● Task item:
Copy out each line in the material below that has the word "column".

● Dataset entries:
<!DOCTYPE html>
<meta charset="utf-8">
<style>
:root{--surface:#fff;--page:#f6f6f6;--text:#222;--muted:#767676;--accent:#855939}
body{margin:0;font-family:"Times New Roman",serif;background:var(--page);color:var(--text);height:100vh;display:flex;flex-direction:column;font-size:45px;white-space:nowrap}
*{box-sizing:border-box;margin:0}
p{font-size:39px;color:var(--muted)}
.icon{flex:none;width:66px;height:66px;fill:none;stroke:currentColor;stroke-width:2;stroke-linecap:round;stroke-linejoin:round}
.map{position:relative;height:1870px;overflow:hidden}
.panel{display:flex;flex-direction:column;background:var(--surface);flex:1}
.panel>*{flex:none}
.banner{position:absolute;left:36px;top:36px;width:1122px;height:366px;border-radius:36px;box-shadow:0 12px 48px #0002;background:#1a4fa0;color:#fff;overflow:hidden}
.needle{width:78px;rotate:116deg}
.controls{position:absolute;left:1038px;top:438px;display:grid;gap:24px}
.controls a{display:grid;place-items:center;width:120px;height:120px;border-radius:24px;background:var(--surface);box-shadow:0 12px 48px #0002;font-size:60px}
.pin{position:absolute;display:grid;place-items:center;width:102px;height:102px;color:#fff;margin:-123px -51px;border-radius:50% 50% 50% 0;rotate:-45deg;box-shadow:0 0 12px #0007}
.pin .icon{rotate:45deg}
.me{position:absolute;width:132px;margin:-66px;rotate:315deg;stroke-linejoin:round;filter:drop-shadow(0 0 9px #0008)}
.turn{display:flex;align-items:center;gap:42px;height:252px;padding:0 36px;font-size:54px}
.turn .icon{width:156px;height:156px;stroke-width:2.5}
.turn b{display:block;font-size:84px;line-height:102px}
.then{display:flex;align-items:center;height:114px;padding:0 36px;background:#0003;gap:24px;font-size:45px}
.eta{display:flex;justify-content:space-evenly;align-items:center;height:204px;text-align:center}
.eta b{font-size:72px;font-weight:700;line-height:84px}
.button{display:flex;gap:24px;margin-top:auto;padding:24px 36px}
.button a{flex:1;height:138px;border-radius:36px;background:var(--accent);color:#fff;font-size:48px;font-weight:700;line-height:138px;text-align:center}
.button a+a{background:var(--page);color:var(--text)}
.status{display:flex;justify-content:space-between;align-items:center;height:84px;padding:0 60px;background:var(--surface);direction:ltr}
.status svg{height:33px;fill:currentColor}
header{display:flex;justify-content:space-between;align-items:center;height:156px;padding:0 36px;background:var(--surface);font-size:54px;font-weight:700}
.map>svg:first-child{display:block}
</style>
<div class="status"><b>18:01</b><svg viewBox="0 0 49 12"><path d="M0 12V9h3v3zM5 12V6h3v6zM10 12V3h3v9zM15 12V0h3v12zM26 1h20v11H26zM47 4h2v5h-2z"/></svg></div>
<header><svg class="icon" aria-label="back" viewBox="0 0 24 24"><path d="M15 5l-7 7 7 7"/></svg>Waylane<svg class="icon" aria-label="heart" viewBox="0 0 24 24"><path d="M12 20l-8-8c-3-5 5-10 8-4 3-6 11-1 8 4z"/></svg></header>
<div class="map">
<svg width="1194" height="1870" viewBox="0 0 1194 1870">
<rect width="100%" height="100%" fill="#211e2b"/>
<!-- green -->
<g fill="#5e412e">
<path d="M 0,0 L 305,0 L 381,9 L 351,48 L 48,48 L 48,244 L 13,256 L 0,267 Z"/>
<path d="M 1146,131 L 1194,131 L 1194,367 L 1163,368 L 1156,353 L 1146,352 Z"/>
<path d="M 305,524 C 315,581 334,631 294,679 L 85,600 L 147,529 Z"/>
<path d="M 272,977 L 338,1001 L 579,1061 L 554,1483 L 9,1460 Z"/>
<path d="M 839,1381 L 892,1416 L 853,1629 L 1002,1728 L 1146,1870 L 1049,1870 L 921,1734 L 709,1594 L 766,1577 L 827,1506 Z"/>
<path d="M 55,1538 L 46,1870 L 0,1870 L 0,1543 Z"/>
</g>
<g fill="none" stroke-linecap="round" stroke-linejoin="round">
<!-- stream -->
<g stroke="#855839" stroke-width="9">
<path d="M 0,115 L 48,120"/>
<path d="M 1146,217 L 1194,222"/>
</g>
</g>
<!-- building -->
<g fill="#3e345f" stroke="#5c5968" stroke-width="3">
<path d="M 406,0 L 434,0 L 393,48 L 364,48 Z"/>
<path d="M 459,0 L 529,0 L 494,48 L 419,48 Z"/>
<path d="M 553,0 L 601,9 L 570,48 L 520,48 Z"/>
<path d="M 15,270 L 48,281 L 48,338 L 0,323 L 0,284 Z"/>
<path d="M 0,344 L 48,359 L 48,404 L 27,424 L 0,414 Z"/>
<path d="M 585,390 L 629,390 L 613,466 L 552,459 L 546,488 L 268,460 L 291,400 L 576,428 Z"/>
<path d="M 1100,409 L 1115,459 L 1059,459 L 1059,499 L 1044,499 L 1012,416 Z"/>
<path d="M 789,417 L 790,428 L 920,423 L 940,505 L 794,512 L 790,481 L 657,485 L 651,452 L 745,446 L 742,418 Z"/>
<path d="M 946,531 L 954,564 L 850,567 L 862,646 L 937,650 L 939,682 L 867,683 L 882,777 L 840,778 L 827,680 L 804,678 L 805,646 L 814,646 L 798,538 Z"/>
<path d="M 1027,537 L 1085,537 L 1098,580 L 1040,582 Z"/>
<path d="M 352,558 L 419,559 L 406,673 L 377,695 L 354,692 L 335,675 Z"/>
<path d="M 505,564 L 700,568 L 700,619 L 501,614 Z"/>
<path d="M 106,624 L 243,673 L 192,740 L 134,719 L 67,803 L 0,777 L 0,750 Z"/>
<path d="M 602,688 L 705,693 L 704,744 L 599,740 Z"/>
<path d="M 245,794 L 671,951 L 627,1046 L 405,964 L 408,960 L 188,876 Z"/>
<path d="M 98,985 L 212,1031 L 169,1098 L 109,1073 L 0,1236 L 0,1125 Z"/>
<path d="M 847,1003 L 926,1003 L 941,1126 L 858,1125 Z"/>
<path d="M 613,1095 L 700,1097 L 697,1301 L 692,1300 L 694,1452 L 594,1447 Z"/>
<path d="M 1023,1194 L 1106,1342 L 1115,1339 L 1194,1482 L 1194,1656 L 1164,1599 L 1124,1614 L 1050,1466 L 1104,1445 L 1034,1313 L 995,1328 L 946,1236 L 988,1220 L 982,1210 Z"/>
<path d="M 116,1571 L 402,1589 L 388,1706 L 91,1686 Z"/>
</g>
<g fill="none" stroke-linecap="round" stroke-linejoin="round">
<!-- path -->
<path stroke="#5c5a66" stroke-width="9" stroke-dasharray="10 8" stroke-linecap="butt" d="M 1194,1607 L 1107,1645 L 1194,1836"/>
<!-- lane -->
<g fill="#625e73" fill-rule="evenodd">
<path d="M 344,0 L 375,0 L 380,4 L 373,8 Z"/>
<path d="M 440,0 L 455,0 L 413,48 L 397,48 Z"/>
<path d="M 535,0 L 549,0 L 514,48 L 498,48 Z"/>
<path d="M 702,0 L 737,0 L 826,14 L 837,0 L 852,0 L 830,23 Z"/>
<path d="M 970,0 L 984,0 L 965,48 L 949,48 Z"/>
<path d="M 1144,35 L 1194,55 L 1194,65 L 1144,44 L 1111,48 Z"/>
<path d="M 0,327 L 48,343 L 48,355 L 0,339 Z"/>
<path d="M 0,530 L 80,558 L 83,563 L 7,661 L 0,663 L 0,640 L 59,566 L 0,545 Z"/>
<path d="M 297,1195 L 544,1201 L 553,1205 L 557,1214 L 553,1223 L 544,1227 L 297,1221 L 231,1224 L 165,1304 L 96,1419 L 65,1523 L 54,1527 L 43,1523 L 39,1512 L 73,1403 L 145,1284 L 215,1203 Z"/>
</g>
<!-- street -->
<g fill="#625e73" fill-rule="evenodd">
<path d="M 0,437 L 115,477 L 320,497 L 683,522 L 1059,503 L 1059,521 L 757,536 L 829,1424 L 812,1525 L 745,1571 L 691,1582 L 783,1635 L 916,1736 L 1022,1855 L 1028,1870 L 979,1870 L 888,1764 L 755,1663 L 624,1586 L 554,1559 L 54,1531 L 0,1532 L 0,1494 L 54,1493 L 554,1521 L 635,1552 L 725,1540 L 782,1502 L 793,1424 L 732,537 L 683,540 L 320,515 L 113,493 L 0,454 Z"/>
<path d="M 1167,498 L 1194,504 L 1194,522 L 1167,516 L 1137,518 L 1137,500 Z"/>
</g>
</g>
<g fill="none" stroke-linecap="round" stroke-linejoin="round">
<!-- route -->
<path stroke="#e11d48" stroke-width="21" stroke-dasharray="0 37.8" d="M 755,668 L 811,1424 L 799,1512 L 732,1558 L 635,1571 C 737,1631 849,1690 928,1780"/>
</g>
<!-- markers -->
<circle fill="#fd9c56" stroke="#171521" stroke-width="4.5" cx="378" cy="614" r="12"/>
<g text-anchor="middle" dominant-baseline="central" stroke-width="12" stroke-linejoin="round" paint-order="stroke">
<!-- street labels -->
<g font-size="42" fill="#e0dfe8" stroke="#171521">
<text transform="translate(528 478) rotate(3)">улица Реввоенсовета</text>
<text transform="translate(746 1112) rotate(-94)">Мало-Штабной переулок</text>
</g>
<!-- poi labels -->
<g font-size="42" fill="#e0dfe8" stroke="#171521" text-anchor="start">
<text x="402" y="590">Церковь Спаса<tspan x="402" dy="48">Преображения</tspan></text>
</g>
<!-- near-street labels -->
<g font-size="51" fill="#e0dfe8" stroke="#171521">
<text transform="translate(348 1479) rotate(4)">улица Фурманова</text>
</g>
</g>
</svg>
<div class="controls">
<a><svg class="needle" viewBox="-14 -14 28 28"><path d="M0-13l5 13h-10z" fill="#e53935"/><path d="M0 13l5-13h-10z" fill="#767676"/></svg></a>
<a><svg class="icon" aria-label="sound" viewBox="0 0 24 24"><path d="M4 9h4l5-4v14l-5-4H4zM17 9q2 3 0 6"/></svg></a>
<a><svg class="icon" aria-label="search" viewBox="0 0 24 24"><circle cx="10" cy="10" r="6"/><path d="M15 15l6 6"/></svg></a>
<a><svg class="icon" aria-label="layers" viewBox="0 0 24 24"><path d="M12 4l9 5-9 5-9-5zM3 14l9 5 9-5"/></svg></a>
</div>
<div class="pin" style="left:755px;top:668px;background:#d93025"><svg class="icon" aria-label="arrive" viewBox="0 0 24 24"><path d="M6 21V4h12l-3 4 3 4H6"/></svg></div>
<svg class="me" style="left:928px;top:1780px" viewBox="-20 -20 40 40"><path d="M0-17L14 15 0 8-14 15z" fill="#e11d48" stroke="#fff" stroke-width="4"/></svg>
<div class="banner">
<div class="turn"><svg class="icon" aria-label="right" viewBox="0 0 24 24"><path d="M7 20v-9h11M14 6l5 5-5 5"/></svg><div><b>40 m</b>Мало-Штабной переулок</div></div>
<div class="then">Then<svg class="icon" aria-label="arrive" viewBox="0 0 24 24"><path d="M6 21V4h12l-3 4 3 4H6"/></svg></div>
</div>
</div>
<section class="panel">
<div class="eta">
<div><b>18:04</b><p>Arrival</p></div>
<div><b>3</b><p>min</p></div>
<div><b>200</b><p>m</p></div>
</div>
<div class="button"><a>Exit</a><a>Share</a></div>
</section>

● Output for this exercise:
body{margin:0;font-family:"Times New Roman",serif;background:var(--page);color:var(--text);height:100vh;display:flex;flex-direction:column;font-size:45px;white-space:nowrap}
.panel{display:flex;flex-direction:column;background:var(--surface);flex:1}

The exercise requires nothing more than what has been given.